Catafalque de l'Empereure Mathias

Catafalque de l'Empereure Mathias, Jaques Callot, 1619, etching and engraving, Italy

This piece is an etching created by Jacques Callot while he was working for the high court of Italy. It illustrates a funeral scene for the Holy Roman Emperor, Emperor Mathias, at the Basilica of San Lorenzo in Florence, Italy.  Mathias was a member of the powerful Medici family that controlled a large territory across Europe. The Holy Roman Emperor's job was to defend christianity. Mathias died in 1619, and his death spurred the beginning of the 30 years war. The scene in the print fits with the typical Baroque funeral practices; churches were elaborately decorated with skeletons, drapery and portraits that display the divine power and piety of the ruler. The scene shows a large chapelle ardente, or a tower of candles, behind the altar. Other symbols of royalty are also seen such as a crown. The attendees of the funeral are members of the high court who are well dressed. They were ostentatious funeral ceremonies that were held across the territory they controlled.
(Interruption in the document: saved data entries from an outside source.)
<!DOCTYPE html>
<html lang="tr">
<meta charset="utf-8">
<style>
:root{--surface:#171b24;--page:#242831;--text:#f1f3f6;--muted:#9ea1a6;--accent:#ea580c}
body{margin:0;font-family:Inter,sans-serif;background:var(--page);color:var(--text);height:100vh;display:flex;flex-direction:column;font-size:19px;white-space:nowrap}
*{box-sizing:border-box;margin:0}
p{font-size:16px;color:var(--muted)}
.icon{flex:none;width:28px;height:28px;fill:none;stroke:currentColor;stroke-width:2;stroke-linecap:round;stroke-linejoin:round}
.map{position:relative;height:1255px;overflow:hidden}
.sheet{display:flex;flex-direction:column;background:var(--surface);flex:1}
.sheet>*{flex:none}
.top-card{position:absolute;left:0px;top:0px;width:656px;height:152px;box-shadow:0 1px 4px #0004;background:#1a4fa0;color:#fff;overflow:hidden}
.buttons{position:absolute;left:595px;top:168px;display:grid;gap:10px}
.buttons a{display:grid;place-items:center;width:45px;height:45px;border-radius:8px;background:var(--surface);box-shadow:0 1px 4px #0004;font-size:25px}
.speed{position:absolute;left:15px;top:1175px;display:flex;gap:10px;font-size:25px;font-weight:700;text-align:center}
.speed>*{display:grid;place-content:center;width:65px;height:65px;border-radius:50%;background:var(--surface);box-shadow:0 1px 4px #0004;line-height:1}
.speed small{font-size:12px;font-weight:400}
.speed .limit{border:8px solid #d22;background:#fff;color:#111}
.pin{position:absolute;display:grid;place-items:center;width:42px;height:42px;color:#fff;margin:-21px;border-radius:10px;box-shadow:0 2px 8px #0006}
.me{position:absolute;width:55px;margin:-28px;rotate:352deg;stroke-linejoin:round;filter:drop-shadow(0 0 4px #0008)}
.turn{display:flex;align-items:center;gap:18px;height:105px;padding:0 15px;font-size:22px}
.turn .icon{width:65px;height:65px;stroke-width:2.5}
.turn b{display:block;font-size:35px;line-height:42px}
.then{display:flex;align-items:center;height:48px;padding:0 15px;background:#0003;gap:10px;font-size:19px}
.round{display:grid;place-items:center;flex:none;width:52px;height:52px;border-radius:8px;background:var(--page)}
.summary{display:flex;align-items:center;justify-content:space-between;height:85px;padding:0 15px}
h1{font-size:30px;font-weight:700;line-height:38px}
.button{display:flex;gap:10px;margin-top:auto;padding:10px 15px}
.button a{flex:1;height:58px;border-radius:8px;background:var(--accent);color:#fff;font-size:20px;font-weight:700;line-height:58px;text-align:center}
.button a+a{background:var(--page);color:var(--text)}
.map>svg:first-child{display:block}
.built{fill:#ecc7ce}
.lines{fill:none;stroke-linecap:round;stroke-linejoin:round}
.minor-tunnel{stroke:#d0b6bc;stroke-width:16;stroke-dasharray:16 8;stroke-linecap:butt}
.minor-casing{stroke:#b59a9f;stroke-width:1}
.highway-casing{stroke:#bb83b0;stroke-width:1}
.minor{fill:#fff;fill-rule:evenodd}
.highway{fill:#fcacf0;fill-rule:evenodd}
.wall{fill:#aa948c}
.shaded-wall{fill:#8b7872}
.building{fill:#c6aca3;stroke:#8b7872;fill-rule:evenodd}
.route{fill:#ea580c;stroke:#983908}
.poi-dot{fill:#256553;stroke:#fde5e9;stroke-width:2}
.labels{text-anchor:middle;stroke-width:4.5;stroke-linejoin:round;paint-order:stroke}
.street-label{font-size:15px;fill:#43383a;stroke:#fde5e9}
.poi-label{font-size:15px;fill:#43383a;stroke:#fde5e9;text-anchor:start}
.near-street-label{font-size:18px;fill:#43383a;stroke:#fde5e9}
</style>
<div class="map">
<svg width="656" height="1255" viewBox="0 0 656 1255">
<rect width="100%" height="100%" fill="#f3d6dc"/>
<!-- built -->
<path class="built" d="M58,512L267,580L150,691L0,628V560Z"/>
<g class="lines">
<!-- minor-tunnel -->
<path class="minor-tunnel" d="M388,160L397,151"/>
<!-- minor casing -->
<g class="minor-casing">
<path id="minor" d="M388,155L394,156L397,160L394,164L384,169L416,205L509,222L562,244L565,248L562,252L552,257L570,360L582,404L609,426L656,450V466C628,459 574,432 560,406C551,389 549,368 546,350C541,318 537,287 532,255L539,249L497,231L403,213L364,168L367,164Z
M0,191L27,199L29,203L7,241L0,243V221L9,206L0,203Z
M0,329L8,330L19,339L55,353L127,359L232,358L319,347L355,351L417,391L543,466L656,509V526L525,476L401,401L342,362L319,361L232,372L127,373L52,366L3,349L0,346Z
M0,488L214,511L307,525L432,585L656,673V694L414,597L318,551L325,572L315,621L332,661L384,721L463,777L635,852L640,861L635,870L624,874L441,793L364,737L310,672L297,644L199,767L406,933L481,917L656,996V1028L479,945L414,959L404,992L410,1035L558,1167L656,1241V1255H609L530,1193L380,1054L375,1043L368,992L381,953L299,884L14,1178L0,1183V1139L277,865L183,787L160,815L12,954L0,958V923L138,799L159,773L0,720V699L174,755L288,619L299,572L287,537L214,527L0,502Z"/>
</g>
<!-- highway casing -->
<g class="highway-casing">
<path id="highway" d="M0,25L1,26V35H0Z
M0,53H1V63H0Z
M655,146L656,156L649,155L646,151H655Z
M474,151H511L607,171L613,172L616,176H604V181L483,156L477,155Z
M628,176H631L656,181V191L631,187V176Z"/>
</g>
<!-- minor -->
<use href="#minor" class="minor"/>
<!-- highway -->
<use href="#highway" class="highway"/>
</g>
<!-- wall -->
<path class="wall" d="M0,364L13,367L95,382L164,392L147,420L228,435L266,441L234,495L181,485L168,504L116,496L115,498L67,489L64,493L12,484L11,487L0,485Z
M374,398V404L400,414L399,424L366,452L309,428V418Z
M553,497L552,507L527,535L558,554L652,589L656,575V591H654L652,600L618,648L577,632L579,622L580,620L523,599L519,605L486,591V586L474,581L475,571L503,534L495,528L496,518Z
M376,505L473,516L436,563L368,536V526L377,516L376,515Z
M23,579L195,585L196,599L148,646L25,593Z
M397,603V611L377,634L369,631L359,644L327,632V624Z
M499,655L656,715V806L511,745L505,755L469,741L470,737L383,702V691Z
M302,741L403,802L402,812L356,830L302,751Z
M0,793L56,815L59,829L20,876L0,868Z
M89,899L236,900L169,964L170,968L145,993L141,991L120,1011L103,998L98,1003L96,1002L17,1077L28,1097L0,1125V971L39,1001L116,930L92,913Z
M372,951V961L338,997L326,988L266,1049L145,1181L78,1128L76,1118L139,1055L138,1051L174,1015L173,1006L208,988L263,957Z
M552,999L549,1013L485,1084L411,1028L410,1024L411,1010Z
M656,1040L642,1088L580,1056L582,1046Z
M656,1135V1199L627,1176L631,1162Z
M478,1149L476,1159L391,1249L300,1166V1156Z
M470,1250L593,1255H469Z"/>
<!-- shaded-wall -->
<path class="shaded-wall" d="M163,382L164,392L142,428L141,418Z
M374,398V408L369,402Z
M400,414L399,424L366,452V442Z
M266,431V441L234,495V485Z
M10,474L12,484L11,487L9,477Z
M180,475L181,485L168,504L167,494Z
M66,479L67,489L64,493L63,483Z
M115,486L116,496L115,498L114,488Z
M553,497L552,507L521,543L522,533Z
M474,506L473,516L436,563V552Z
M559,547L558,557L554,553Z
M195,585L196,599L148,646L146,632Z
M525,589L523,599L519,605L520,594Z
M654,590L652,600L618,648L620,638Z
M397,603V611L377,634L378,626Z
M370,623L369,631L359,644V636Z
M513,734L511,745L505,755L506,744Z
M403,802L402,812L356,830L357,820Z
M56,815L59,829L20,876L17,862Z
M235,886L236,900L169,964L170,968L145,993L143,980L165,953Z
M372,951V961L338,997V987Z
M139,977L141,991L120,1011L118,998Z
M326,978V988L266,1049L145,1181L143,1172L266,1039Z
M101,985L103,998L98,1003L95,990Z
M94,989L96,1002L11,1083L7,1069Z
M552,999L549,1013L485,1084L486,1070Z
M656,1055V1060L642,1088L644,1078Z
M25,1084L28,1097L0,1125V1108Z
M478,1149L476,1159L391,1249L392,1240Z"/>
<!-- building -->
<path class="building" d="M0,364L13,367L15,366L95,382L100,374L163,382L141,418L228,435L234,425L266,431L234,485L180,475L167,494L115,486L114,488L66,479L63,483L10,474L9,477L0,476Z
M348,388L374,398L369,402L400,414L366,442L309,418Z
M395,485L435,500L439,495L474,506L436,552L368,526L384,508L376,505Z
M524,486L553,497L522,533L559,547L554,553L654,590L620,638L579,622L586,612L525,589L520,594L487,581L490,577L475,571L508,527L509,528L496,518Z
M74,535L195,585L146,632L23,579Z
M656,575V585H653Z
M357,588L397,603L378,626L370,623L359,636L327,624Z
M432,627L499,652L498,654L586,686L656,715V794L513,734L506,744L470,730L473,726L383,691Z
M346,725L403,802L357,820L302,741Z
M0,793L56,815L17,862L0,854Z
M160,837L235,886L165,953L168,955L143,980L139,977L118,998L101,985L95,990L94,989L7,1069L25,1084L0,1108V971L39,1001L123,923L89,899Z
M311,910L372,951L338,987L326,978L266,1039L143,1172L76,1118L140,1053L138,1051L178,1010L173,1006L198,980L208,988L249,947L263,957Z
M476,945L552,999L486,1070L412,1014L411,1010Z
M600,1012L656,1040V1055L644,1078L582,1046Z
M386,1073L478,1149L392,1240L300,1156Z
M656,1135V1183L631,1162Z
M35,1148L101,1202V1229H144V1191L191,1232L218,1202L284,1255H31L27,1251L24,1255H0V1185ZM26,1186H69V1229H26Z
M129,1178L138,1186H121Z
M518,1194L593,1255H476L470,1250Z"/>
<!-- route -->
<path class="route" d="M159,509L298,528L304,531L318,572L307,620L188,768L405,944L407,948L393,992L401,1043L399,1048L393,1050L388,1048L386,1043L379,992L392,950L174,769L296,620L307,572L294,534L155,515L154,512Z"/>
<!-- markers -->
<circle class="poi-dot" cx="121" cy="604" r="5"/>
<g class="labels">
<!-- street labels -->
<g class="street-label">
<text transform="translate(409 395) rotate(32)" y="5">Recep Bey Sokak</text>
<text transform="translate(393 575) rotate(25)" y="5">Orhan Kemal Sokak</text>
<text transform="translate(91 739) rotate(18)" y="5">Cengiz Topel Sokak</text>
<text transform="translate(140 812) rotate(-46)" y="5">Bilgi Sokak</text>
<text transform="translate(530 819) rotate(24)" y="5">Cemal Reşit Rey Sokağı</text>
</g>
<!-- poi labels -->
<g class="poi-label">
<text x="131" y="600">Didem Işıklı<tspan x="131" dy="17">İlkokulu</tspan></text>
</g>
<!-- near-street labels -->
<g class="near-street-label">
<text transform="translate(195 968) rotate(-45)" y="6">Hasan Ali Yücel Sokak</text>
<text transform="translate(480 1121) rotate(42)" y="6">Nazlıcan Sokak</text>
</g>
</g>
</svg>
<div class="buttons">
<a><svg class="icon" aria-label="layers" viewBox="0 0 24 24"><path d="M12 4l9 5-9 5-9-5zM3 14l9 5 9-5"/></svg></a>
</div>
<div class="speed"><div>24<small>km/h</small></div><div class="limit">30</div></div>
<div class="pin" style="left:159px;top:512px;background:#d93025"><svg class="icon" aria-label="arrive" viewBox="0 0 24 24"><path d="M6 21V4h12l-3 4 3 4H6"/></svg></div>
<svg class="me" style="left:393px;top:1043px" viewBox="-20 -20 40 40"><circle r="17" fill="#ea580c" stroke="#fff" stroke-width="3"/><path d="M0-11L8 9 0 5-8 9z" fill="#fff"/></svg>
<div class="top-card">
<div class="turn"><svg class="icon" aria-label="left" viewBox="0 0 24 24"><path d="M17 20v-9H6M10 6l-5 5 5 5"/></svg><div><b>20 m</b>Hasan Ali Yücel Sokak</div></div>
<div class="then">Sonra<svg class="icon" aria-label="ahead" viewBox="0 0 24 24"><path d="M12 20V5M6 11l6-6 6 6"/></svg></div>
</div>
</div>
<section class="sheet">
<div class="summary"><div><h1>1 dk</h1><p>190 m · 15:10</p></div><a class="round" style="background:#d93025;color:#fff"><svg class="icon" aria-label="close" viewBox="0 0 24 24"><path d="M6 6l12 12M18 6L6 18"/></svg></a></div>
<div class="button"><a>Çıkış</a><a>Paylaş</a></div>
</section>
Because of the amount of funerals that were held, the body often did not travel to all of the funeral locations, calling them exequias reales. The funeral held at the Basilica of San Lorenzo did not have the body on site because Mathias died in Venice. Mathias was responsible for defending Catholicism so his funeral represented his power and leadership. The prints were used as media that were distributed to the people of Florence and beyond. It was important the people saw the images of the funeral because they signify the change in power, and also display the prosperity and power of the high court. Images such as this etching were used as political propaganda for the royalty to maintain their power.